Exercise objective -
Look through the records and copy every line in which "Keep" appears.

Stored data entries
>>>>

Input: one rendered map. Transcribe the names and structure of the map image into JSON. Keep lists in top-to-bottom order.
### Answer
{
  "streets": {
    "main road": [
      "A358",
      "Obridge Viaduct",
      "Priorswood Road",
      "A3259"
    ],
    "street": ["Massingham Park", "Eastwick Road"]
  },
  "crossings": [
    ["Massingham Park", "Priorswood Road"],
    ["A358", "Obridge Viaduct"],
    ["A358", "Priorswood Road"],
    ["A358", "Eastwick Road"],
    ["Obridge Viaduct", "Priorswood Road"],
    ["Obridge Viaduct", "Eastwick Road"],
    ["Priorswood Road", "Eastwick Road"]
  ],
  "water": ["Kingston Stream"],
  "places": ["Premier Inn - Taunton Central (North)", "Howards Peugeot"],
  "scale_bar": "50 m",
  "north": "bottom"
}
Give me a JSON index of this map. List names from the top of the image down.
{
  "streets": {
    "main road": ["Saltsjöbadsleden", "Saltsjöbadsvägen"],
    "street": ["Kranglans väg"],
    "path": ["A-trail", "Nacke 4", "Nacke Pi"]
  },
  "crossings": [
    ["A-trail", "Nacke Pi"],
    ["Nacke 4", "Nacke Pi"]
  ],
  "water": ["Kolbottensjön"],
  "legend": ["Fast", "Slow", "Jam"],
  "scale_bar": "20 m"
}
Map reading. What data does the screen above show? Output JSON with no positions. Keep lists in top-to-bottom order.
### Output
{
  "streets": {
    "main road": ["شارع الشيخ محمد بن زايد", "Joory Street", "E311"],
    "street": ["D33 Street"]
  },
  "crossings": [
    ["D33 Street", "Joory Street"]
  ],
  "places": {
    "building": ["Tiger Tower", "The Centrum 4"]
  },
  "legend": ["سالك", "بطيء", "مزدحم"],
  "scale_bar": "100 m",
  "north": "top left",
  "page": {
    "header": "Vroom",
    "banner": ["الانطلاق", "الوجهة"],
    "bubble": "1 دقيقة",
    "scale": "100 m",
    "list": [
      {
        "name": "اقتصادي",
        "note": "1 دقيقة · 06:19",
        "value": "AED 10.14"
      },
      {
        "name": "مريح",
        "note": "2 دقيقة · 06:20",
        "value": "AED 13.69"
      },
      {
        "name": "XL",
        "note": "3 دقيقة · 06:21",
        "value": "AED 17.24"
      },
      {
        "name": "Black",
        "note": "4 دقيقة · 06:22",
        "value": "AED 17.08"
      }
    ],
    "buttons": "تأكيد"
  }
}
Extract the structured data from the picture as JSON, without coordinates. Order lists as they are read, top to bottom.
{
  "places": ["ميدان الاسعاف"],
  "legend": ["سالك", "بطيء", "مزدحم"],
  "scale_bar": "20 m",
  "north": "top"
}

<<<<

Expected output -
Input: one rendered map. Transcribe the names and structure of the map image into JSON. Keep lists in top-to-bottom order.
Map reading. What data does the screen above show? Output JSON with no positions. Keep lists in top-to-bottom order.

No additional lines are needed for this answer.